THE president of the Cambodian Muslim Development Foundation (CMDF) said Monday that his organisation was cooperating with a nonprofit organisation based in Malaysia to produce Khmer-language radio programming geared towards the Cham community that could begin airing as soon as July.

CMDF President Othsman Hassan said the programming would include music as well as news reports on Cham culture and other slots on more general issues such as education and health.

He said the Malaysian organisation, Yayasan Salam, would send experts to the Kingdom in the next few months to train Cambodian Muslim staffers.

He said he has contacted three local radio stations, adding that he hopes to begin broadcasting with Bayon Radio on a trial basis in July.

"We plan to pay [US$40,000] to broadcast our programs in the first year on one station, and we plan to pay $60,000 to expand to two stations in the second year," said Othsman Hassan, who is also a secretary of state at the Ministry of Labour and Vocational Training. The second station will be Radio Phnom Penh, he said.  

The programming will also include a focus on Malaysia, including news on the Malaysian economy, Muslim culture in Malaysia and the situation of Cambodian workers who have migrated there.

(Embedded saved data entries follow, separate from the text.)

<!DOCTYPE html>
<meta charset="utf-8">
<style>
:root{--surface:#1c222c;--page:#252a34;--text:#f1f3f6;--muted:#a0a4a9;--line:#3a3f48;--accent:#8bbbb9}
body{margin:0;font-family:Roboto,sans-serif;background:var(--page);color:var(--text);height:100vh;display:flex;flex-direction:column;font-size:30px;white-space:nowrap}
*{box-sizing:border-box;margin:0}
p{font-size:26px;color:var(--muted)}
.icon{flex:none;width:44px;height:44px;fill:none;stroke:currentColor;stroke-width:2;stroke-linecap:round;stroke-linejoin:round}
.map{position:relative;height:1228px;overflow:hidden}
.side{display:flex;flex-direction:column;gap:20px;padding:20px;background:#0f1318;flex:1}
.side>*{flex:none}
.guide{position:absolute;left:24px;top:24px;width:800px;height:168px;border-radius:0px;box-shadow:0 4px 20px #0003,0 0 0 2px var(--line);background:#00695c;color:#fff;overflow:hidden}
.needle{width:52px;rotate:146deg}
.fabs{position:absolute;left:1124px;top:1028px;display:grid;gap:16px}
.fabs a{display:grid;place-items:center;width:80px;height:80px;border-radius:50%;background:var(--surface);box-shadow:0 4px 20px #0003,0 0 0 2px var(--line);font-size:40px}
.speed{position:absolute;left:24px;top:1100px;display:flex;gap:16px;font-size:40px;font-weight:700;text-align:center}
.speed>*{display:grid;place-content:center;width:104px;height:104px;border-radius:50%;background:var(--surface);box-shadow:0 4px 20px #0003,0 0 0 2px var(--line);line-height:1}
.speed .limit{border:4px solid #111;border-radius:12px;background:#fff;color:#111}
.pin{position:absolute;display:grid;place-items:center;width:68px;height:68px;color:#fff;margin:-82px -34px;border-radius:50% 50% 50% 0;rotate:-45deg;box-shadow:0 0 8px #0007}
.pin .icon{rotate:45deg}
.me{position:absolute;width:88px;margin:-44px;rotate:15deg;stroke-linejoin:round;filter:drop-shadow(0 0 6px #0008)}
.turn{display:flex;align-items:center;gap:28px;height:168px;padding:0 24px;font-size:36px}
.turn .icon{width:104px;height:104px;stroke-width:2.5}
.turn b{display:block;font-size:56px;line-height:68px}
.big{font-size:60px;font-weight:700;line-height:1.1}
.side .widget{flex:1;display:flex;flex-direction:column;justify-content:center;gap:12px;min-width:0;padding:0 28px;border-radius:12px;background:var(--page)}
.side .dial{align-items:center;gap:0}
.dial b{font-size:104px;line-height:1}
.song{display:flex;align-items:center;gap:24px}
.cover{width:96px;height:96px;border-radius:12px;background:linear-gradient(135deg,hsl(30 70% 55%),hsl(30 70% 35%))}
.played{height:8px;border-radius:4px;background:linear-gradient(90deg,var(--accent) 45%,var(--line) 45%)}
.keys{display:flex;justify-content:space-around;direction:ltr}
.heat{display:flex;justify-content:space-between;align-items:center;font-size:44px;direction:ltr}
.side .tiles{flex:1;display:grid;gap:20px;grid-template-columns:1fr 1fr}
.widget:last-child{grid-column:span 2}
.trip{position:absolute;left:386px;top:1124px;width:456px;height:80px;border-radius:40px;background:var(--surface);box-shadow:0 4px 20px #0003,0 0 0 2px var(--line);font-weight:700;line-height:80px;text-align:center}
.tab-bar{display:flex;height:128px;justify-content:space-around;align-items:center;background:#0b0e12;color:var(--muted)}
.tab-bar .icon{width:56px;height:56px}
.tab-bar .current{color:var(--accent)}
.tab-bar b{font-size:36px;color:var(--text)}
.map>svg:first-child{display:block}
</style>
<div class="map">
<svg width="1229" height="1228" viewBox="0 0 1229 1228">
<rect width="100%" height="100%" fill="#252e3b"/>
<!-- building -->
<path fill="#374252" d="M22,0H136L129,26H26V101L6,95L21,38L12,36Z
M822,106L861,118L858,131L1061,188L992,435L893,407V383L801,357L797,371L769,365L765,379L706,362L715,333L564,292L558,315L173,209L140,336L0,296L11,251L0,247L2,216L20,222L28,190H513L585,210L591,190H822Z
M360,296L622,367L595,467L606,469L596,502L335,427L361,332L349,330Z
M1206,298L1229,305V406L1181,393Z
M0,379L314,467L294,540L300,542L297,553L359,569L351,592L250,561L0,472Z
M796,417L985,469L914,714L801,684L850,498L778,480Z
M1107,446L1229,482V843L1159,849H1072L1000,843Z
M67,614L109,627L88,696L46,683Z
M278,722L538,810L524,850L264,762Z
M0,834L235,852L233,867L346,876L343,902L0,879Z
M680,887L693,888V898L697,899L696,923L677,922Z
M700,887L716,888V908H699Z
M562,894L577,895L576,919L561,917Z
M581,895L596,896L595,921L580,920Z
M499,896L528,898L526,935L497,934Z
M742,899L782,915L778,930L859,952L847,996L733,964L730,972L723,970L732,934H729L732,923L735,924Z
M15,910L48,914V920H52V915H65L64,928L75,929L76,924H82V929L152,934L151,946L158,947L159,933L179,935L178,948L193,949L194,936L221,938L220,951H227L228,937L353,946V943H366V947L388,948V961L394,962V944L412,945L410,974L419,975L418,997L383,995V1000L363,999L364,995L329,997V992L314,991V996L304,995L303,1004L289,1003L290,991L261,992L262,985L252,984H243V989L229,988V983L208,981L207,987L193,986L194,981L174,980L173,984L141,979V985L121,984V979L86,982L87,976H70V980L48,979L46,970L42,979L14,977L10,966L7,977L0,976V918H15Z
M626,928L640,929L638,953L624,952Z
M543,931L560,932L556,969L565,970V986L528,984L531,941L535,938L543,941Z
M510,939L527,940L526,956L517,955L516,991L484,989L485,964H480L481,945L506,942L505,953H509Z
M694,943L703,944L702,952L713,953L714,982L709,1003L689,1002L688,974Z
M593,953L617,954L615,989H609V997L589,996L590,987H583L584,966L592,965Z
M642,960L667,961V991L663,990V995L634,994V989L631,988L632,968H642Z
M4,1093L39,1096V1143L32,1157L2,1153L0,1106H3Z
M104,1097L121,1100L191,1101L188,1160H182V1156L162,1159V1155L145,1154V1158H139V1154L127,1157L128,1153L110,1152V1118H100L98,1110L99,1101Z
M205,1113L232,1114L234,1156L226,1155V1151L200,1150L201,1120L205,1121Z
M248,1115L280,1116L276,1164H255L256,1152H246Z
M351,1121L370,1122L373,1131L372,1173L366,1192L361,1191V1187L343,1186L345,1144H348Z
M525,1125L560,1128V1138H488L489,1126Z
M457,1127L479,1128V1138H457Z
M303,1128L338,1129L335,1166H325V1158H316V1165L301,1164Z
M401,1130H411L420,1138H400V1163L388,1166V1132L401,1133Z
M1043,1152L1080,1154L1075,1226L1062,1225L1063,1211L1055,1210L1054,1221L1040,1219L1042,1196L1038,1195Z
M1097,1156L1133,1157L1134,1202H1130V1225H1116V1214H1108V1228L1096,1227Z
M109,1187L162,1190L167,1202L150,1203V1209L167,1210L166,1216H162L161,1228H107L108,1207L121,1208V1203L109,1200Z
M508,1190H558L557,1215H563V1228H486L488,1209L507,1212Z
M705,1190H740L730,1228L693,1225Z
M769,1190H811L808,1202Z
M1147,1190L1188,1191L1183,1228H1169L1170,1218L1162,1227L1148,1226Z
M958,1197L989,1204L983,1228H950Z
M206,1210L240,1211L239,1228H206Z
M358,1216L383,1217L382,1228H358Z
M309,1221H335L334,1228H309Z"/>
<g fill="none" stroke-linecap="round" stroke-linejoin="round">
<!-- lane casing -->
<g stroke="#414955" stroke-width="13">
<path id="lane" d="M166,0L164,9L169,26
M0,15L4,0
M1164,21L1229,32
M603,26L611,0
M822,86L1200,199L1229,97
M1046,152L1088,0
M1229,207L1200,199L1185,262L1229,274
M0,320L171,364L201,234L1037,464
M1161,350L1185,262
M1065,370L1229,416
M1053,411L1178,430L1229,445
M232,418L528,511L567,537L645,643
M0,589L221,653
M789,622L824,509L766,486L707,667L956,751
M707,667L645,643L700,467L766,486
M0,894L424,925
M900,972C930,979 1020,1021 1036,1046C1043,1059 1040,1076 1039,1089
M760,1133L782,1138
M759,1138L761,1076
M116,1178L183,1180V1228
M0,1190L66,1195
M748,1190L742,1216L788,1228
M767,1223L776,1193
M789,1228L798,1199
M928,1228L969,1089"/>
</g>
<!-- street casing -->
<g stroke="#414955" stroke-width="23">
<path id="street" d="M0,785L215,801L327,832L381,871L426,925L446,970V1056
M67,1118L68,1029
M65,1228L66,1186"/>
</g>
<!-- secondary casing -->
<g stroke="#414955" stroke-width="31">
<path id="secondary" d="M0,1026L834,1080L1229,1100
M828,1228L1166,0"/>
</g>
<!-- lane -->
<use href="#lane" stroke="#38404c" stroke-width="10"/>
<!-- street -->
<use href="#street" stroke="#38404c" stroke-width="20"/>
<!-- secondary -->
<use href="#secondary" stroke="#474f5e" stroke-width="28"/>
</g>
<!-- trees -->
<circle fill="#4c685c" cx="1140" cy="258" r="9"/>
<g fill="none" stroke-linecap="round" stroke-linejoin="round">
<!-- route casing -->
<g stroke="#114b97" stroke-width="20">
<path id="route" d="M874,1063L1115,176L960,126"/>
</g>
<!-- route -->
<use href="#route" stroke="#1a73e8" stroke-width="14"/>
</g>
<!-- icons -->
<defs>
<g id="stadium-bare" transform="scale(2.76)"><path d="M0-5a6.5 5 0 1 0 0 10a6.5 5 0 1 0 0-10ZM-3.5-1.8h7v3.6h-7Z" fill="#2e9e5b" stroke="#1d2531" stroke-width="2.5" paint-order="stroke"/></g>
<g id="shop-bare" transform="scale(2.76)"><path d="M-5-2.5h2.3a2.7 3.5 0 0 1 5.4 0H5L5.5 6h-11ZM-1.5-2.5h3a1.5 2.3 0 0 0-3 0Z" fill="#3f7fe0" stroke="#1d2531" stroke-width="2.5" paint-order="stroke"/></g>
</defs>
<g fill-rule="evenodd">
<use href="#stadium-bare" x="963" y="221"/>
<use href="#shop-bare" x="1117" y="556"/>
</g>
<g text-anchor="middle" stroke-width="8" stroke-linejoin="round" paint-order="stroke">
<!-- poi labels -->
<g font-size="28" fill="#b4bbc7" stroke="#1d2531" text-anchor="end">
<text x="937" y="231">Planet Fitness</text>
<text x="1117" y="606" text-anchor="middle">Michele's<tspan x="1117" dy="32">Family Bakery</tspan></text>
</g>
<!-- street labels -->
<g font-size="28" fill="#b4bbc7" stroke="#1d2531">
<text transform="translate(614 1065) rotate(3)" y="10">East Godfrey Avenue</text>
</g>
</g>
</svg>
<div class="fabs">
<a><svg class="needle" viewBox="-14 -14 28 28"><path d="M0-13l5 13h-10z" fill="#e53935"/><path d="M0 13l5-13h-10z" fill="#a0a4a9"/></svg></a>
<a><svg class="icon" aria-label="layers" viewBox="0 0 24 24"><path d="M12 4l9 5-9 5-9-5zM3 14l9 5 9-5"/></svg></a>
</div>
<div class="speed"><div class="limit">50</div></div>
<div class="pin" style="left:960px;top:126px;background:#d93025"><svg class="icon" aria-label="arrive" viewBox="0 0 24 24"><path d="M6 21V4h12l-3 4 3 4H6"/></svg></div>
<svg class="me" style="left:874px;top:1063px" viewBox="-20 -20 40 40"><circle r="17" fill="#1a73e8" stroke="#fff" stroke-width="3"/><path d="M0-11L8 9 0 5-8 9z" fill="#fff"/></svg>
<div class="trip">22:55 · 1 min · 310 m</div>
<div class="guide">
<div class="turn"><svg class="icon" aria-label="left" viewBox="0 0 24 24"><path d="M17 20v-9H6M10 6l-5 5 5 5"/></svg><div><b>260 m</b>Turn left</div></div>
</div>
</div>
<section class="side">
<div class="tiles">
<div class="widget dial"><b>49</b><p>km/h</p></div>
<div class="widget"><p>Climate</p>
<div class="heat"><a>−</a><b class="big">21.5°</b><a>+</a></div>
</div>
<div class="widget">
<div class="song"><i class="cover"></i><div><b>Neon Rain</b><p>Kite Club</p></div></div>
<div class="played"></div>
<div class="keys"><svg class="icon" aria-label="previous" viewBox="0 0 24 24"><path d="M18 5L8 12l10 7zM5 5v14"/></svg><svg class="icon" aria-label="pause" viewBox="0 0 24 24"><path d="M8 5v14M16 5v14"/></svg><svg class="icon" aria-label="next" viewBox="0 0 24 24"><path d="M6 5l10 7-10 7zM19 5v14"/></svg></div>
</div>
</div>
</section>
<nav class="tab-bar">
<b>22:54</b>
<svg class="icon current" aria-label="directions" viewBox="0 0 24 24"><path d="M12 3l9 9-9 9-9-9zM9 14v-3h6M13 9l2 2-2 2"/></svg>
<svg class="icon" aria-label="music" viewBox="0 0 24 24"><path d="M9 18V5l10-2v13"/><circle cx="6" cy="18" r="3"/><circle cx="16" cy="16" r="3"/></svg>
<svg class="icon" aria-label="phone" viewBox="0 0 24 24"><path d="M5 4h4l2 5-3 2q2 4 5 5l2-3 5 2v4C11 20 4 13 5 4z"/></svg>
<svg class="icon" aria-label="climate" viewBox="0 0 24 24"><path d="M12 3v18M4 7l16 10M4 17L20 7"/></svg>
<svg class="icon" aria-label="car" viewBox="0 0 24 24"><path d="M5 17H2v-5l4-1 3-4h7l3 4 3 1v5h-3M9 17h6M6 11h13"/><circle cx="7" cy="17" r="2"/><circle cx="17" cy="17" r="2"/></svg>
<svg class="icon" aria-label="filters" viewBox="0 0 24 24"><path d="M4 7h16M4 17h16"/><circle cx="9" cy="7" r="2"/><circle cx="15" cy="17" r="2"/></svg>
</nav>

Othsman Hassan said Malaysian programming would appeal to the local Cham community because of the strong ties between the two countries.  

But he also said he hopes aspects of the programming would appeal to "all people in Cambodia".

An untapped market

Sles Nazy, program director of Radio Sap Cham, a Cham-language radio station, said he hopes Othsman Hassan will be successful in broadcasting news about Cambodian Muslims throughout the country.

His own station was founded in 2004 but did not reach all 24 provinces and municipalities until early 2008.

Sos Kamry, the grand mufti of Cambodia, said Khmer-language programming geared toward the local Cham population would fill an untapped market niche.

He said he believed that Othsman Hassan would get his project up and running soon.  

But Ahmad Yahya, the president of Cambodia Muslim Community Development and the founder of Radio Sap Cham, said Othsman Hassan previously said the programming would launch in 2008 and had therefore failed to deliver on time.